TASK PROMPT:
Compute the number of lines in the following data that include the word "Oaks", and output that number alone.

PROVIDED MATERIAL:
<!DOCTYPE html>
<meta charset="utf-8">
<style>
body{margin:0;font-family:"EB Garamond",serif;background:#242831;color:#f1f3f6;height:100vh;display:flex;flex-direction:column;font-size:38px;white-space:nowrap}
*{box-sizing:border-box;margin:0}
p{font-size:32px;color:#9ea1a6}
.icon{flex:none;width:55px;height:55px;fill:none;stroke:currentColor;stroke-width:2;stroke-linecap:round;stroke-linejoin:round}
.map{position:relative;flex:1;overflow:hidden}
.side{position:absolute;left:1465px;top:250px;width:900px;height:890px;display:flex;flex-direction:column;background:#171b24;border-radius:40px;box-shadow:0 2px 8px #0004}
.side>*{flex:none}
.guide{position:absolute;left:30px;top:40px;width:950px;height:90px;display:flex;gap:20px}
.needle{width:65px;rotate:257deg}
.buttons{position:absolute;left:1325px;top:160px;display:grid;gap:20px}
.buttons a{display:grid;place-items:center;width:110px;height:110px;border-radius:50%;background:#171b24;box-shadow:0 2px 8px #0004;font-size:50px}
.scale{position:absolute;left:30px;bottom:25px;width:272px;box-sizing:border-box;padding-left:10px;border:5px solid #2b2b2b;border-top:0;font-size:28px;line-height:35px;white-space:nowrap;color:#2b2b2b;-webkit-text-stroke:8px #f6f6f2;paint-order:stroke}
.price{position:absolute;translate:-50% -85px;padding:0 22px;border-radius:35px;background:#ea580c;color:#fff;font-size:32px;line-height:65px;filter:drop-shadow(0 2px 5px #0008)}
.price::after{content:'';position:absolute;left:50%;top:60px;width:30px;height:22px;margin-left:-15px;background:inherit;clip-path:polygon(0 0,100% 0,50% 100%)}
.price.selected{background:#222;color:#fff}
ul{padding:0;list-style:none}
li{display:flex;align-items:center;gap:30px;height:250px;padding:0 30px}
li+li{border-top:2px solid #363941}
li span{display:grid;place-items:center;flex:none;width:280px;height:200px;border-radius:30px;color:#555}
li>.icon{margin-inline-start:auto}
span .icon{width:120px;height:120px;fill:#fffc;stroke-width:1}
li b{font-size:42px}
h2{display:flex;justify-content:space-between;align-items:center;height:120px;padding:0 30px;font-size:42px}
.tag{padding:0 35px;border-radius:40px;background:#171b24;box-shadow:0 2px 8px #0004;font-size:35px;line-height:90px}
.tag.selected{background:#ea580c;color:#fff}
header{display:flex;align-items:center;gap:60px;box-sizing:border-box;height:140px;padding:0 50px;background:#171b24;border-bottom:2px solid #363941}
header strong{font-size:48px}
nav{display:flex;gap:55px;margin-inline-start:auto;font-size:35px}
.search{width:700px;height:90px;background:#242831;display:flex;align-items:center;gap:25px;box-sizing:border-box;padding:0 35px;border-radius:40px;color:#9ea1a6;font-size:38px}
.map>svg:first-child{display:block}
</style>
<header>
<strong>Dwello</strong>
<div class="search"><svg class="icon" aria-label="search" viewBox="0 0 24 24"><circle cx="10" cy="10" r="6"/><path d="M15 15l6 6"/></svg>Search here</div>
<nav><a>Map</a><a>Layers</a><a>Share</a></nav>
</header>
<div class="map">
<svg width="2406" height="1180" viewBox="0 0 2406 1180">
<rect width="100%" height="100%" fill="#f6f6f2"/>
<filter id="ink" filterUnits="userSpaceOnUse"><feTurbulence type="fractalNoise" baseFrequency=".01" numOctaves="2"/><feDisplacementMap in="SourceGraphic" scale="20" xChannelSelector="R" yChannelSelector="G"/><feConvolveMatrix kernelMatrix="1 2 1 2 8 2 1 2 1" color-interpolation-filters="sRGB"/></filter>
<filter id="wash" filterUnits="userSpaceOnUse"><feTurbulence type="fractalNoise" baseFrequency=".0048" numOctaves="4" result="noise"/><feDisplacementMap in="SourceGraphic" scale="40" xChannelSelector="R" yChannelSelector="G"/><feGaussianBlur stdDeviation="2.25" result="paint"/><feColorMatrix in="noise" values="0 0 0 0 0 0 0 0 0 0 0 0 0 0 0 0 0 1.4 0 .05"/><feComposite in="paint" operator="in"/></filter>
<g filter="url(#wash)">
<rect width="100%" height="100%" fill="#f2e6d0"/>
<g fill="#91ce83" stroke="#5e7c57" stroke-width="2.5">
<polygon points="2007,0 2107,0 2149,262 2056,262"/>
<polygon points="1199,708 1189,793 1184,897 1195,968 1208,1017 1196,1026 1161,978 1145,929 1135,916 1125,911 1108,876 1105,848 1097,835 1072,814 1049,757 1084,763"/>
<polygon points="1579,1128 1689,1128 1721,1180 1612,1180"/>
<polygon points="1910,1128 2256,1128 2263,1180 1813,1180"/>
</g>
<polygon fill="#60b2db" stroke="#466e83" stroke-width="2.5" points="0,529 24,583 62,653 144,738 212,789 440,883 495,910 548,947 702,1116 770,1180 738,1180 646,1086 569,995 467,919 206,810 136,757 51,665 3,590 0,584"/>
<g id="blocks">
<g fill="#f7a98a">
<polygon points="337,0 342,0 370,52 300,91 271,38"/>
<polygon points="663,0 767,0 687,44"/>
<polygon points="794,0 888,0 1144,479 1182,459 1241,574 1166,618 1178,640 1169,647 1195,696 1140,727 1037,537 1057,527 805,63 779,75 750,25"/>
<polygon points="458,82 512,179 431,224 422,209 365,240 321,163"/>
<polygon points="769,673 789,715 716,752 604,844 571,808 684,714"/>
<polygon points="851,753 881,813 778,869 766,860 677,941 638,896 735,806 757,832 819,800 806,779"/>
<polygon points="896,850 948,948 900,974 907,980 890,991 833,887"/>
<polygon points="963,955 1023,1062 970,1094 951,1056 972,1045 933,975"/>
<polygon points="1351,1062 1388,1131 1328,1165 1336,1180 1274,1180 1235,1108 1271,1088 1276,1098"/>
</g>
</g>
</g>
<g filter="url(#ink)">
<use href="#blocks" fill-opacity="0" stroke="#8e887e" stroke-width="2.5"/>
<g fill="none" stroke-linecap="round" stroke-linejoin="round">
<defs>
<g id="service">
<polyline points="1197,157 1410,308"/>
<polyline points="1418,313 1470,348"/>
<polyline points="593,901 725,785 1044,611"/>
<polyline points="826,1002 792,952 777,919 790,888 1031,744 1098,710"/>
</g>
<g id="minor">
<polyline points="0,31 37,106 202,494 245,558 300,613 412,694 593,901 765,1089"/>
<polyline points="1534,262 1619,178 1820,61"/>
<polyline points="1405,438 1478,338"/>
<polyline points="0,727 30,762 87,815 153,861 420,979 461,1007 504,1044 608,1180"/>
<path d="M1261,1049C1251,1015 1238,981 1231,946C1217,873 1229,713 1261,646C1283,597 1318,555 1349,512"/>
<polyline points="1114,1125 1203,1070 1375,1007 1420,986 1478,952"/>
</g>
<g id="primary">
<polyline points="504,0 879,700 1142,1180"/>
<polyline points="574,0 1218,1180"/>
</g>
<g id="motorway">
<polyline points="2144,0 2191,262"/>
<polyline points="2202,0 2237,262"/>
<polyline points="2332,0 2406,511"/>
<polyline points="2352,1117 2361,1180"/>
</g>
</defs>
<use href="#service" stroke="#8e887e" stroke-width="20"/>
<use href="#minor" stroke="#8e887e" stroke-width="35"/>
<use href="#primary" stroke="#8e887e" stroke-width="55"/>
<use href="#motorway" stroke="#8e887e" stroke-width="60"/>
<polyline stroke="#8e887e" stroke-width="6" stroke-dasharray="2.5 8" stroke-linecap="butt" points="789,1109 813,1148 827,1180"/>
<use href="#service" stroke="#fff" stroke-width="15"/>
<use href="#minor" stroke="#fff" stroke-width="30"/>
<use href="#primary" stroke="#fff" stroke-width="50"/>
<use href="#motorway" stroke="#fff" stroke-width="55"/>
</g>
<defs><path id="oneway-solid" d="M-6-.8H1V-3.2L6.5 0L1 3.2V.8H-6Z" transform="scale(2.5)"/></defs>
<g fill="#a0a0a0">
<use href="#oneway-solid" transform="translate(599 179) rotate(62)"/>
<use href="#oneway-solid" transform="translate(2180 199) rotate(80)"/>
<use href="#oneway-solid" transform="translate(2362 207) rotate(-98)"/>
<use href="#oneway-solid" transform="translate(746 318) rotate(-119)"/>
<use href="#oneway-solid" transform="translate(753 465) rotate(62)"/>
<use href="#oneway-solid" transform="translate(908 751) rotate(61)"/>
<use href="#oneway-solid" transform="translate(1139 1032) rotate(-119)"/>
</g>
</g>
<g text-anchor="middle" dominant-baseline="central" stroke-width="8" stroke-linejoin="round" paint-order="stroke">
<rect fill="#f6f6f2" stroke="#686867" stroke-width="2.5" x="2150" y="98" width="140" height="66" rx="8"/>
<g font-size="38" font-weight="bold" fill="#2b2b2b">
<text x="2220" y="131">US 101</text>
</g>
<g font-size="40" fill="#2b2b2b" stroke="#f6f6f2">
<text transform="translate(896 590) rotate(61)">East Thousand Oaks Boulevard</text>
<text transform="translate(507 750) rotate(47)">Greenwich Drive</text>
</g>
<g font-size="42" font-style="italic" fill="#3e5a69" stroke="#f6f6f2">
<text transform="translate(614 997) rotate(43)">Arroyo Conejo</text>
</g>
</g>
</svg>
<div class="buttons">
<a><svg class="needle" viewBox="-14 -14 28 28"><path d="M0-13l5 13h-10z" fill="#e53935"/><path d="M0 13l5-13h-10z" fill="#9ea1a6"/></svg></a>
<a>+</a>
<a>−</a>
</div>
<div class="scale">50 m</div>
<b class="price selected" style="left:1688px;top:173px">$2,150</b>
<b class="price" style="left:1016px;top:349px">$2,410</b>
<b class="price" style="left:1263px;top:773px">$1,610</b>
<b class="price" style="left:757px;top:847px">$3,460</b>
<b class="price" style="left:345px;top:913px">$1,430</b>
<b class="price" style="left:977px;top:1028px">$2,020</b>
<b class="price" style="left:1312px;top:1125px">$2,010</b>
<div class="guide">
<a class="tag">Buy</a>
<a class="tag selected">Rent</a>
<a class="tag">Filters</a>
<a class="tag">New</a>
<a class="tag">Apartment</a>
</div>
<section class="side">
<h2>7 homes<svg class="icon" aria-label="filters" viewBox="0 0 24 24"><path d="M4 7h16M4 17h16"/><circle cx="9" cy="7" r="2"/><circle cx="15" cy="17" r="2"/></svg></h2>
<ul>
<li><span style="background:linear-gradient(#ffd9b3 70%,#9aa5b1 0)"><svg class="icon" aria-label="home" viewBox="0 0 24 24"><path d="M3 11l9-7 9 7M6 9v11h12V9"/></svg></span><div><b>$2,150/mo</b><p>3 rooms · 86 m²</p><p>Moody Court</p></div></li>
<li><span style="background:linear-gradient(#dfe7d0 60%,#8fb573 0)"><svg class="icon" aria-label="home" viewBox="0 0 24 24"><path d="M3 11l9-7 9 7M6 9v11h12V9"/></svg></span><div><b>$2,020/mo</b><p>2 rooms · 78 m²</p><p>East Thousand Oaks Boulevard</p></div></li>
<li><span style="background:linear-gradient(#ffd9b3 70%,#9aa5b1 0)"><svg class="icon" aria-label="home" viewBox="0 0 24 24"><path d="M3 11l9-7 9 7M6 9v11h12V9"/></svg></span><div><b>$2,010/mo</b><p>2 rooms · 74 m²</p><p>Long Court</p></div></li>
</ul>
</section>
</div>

EXERCISE SOLUTION:
2